> _Instructions to follow_
Set down every record below exactly as it stands, leaving out the pictures.

--- Task material Enclosed Below ---

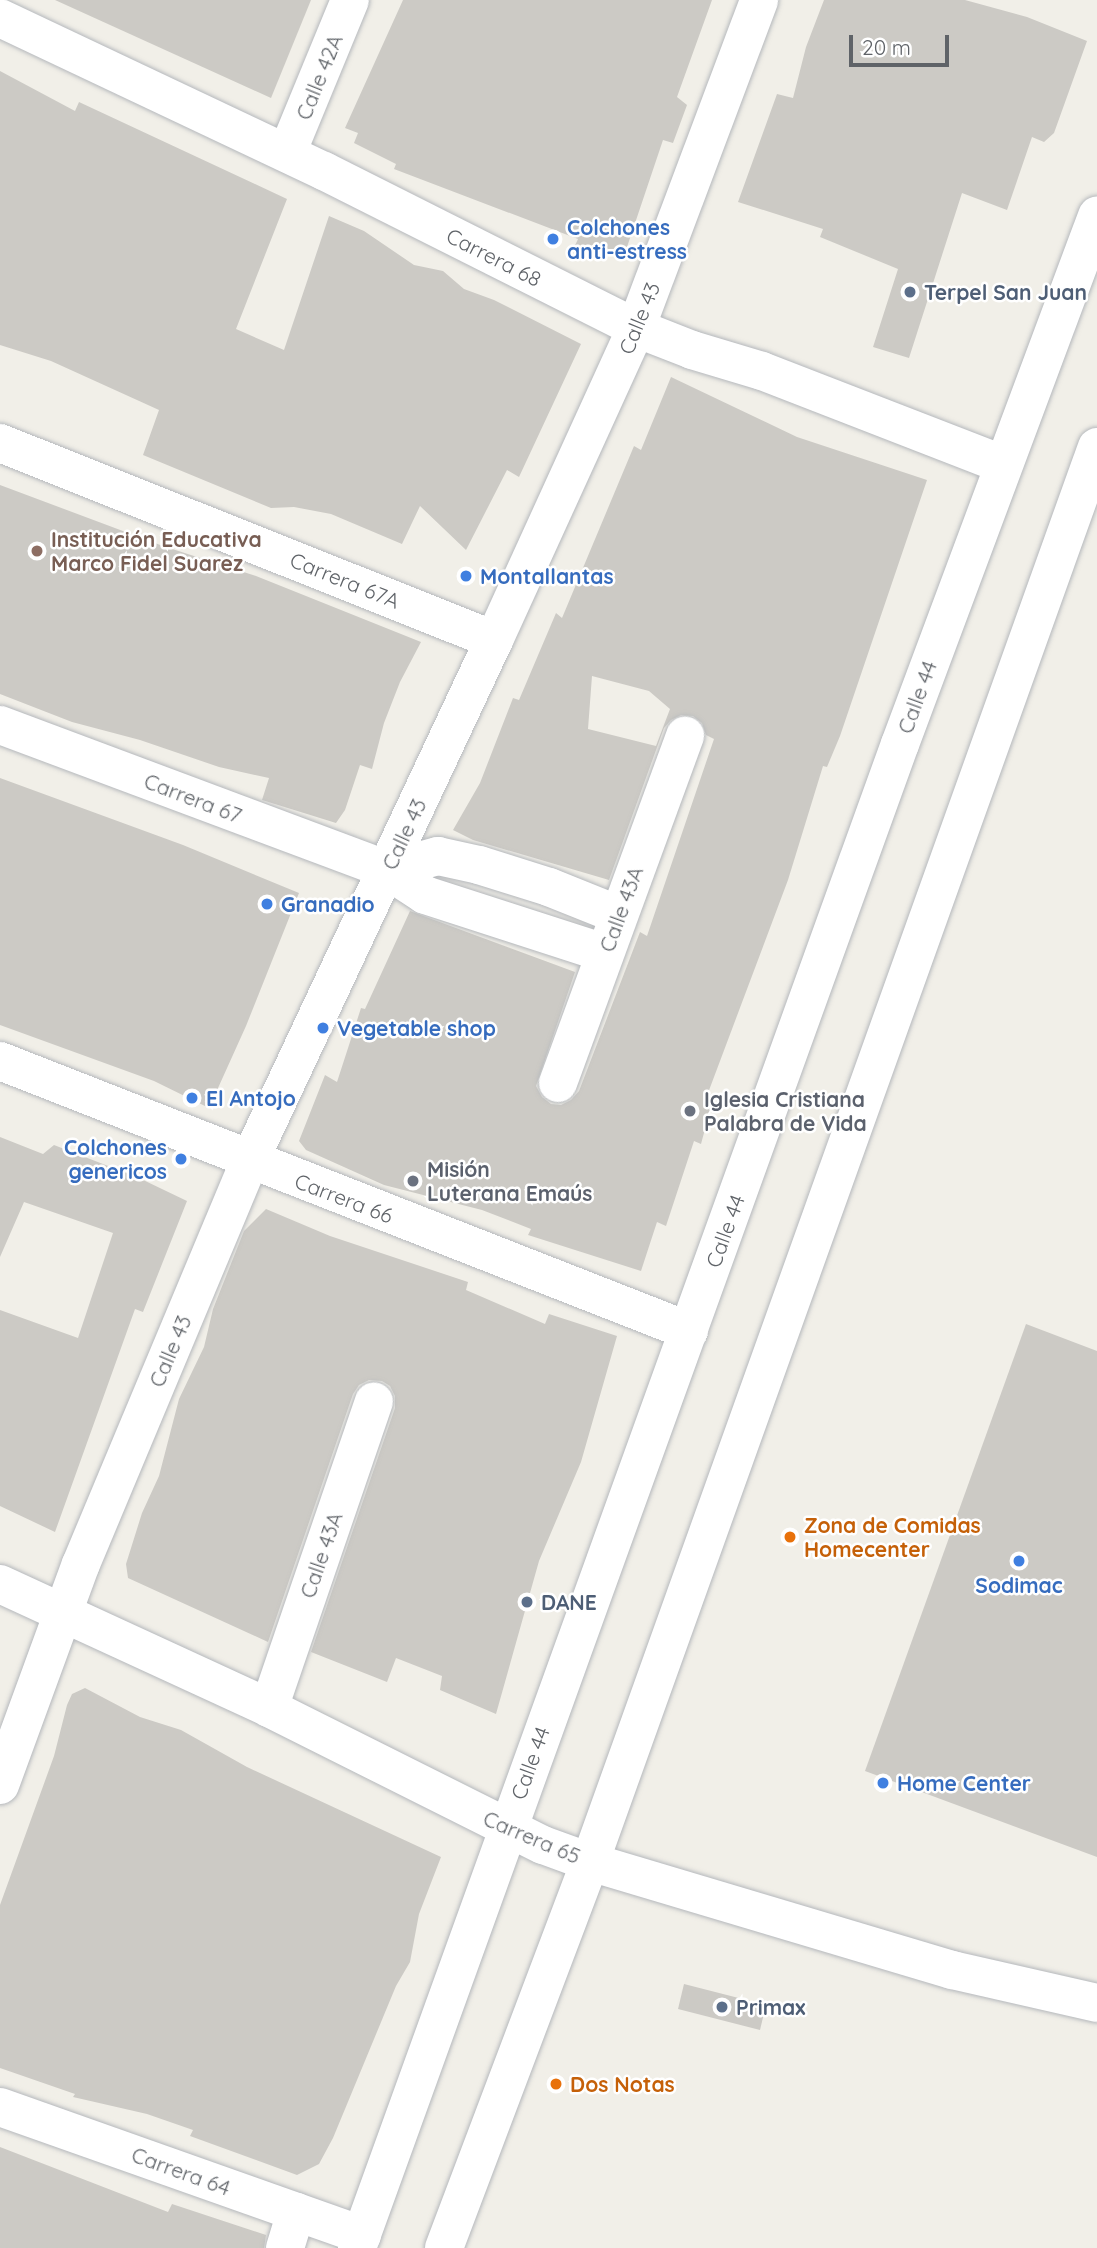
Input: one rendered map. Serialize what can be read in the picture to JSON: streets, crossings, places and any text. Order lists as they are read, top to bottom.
{
  "streets": {
    "street": [
      "Calle 42A",
      "Carrera 68",
      "Calle 43",
      "Carrera 67A",
      "Calle 44",
      "Carrera 67",
      "Calle 43A",
      "Carrera 66",
      "Carrera 65",
      "Carrera 64"
    ]
  },
  "crossings": [
    ["Calle 42A", "Carrera 68"],
    ["Carrera 68", "Calle 43"],
    ["Carrera 68", "Calle 44"],
    ["Calle 43", "Carrera 67A"],
    ["Calle 43", "Carrera 67"],
    ["Calle 43", "Carrera 66"],
    ["Calle 43", "Carrera 65"],
    ["Calle 44", "Carrera 66"],
    ["Calle 44", "Carrera 65"],
    ["Calle 44", "Carrera 64"],
    ["Carrera 67", "Calle 43A"],
    ["Calle 43A", "Carrera 65"]
  ],
  "places": [
    "Colchones anti-estress",
    "Terpel San Juan",
    "Institución Educativa Marco Fidel Suarez",
    "Montallantas",
    "Granadio",
    "Vegetable shop",
    "El Antojo",
    "Iglesia Cristiana Palabra de Vida",
    "Colchones genericos",
    "Misión Luterana Emaús",
    "Zona de Comidas Homecenter",
    "Sodimac",
    "DANE",
    "Home Center",
    "Primax",
    "Dos Notas"
  ],
  "scale_bar": "20 m"
}
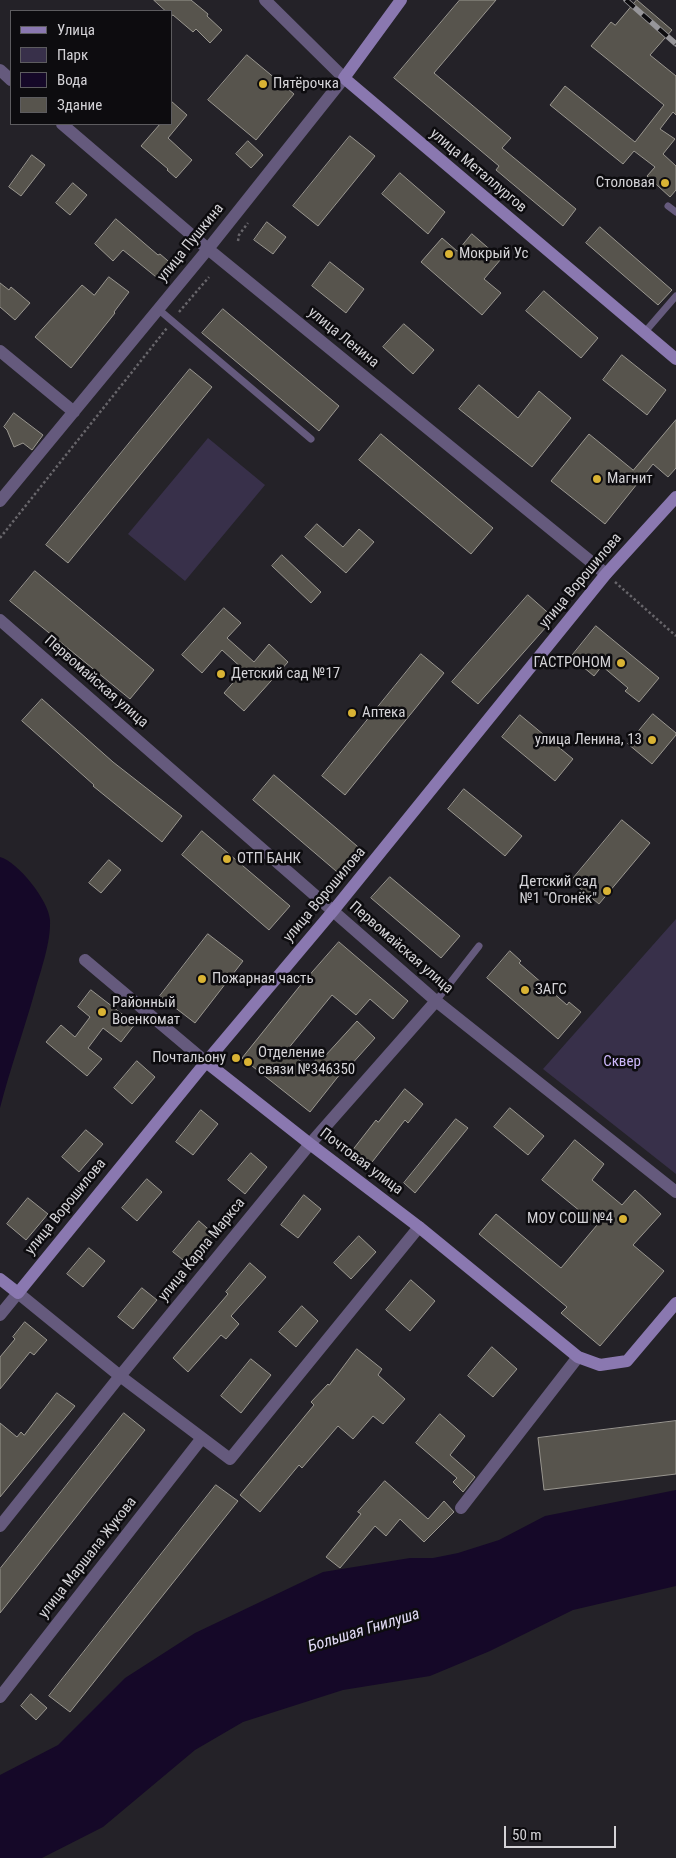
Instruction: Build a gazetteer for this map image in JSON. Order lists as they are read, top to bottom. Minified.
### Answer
{"streets":{"main road":["улица Металлургов","улица Пушкина","улица Ворошилова","Почтовая улица"],"street":["улица Ленина","Первомайская улица","улица Карла Маркса","улица Маршала Жукова"]},"crossings":[["улица Металлургов","улица Пушкина"],["улица Пушкина","улица Ленина"],["улица Ленина","улица Ворошилова"],["улица Ворошилова","Первомайская улица"],["улица Ворошилова","Почтовая улица"],["Первомайская улица","улица Карла Маркса"],["Почтовая улица","улица Карла Маркса"]],"water":["Большая Гнилуша"],"parks":["Сквер"],"places":["Пятёрочка","Столовая","Мокрый Ус","Магнит","ГАСТРОНОМ","Детский сад №17","Аптека","улица Ленина, 13","ОТП БАНК","Детский сад №1 \"Огонёк\"","Пожарная часть","ЗАГС","Районный Военкомат","Почтальону","Отделение связи №346350","МОУ СОШ №4"],"legend":["Улица","Парк","Вода","Здание"],"scale_bar":"50 m"}
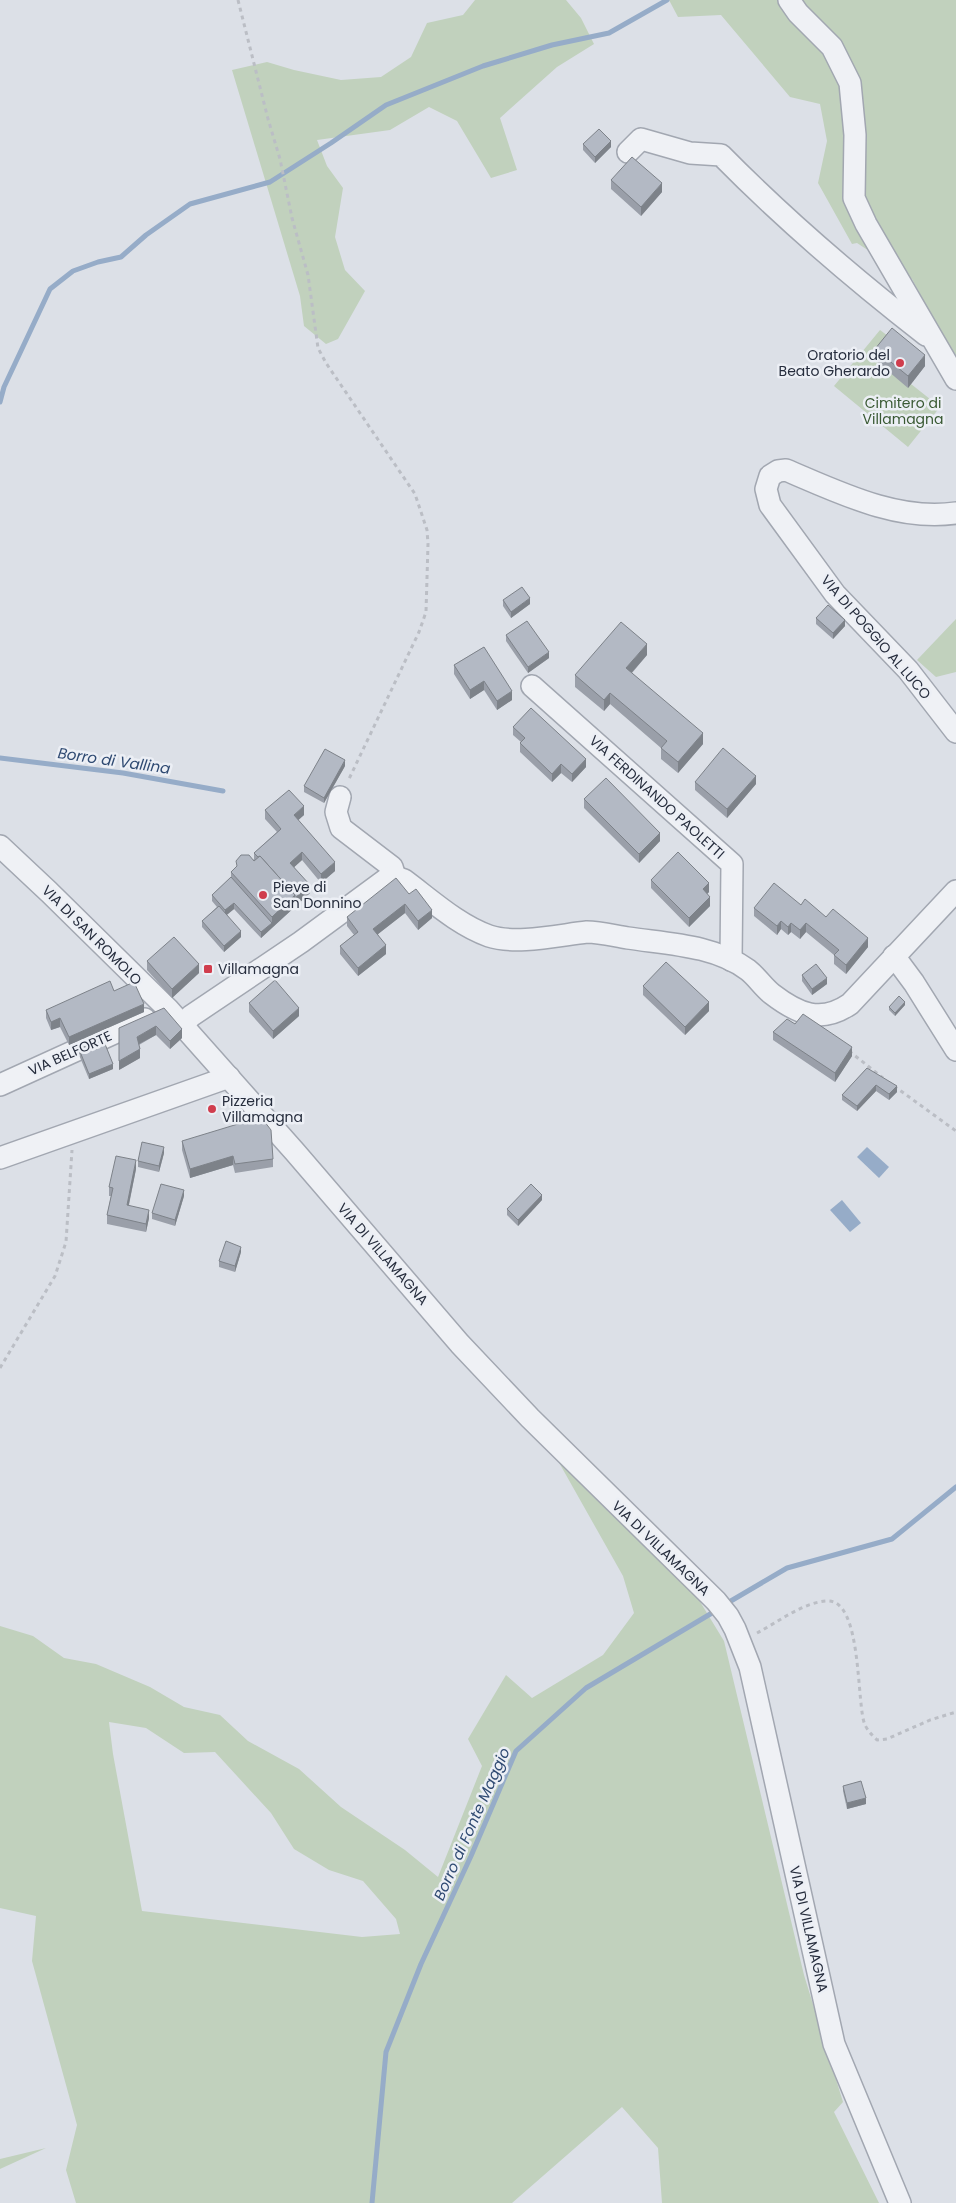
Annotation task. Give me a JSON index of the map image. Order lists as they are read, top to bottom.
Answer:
{
  "streets": {
    "street": [
      "VIA DI POGGIO AL LUCO",
      "VIA FERDINANDO PAOLETTI",
      "VIA DI SAN ROMOLO",
      "VIA BELFORTE",
      "VIA DI VILLAMAGNA"
    ]
  },
  "crossings": [
    ["VIA DI SAN ROMOLO", "VIA BELFORTE"],
    ["VIA DI SAN ROMOLO", "VIA DI VILLAMAGNA"]
  ],
  "water": ["Borro di Vallina", "Borro di Fonte Maggio"],
  "parks": ["Cimitero di Villamagna"],
  "places": {
    "other": ["Oratorio del Beato Gherardo", "Pieve di San Donnino", "Pizzeria Villamagna"],
    "transit": ["Villamagna"]
  }
}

--- End of Enclosed Task material ---

> _Answer below_
Input: one rendered map. Serialize what can be read in the picture to JSON: streets, crossings, places and any text. Order lists as they are read, top to bottom.
{
  "streets": {
    "street": [
      "Calle 42A",
      "Carrera 68",
      "Calle 43",
      "Carrera 67A",
      "Calle 44",
      "Carrera 67",
      "Calle 43A",
      "Carrera 66",
      "Carrera 65",
      "Carrera 64"
    ]
  },
  "crossings": [
    ["Calle 42A", "Carrera 68"],
    ["Carrera 68", "Calle 43"],
    ["Carrera 68", "Calle 44"],
    ["Calle 43", "Carrera 67A"],
    ["Calle 43", "Carrera 67"],
    ["Calle 43", "Carrera 66"],
    ["Calle 43", "Carrera 65"],
    ["Calle 44", "Carrera 66"],
    ["Calle 44", "Carrera 65"],
    ["Calle 44", "Carrera 64"],
    ["Carrera 67", "Calle 43A"],
    ["Calle 43A", "Carrera 65"]
  ],
  "places": [
    "Colchones anti-estress",
    "Terpel San Juan",
    "Institución Educativa Marco Fidel Suarez",
    "Montallantas",
    "Granadio",
    "Vegetable shop",
    "El Antojo",
    "Iglesia Cristiana Palabra de Vida",
    "Colchones genericos",
    "Misión Luterana Emaús",
    "Zona de Comidas Homecenter",
    "Sodimac",
    "DANE",
    "Home Center",
    "Primax",
    "Dos Notas"
  ],
  "scale_bar": "20 m"
}
Instruction: Build a gazetteer for this map image in JSON. Order lists as they are read, top to bottom. Minified.
### Answer
{"streets":{"main road":["улица Металлургов","улица Пушкина","улица Ворошилова","Почтовая улица"],"street":["улица Ленина","Первомайская улица","улица Карла Маркса","улица Маршала Жукова"]},"crossings":[["улица Металлургов","улица Пушкина"],["улица Пушкина","улица Ленина"],["улица Ленина","улица Ворошилова"],["улица Ворошилова","Первомайская улица"],["улица Ворошилова","Почтовая улица"],["Первомайская улица","улица Карла Маркса"],["Почтовая улица","улица Карла Маркса"]],"water":["Большая Гнилуша"],"parks":["Сквер"],"places":["Пятёрочка","Столовая","Мокрый Ус","Магнит","ГАСТРОНОМ","Детский сад №17","Аптека","улица Ленина, 13","ОТП БАНК","Детский сад №1 \"Огонёк\"","Пожарная часть","ЗАГС","Районный Военкомат","Почтальону","Отделение связи №346350","МОУ СОШ №4"],"legend":["Улица","Парк","Вода","Здание"],"scale_bar":"50 m"}
Annotation task. Give me a JSON index of the map image. Order lists as they are read, top to bottom.
Answer:
{
  "streets": {
    "street": [
      "VIA DI POGGIO AL LUCO",
      "VIA FERDINANDO PAOLETTI",
      "VIA DI SAN ROMOLO",
      "VIA BELFORTE",
      "VIA DI VILLAMAGNA"
    ]
  },
  "crossings": [
    ["VIA DI SAN ROMOLO", "VIA BELFORTE"],
    ["VIA DI SAN ROMOLO", "VIA DI VILLAMAGNA"]
  ],
  "water": ["Borro di Vallina", "Borro di Fonte Maggio"],
  "parks": ["Cimitero di Villamagna"],
  "places": {
    "other": ["Oratorio del Beato Gherardo", "Pieve di San Donnino", "Pizzeria Villamagna"],
    "transit": ["Villamagna"]
  }
}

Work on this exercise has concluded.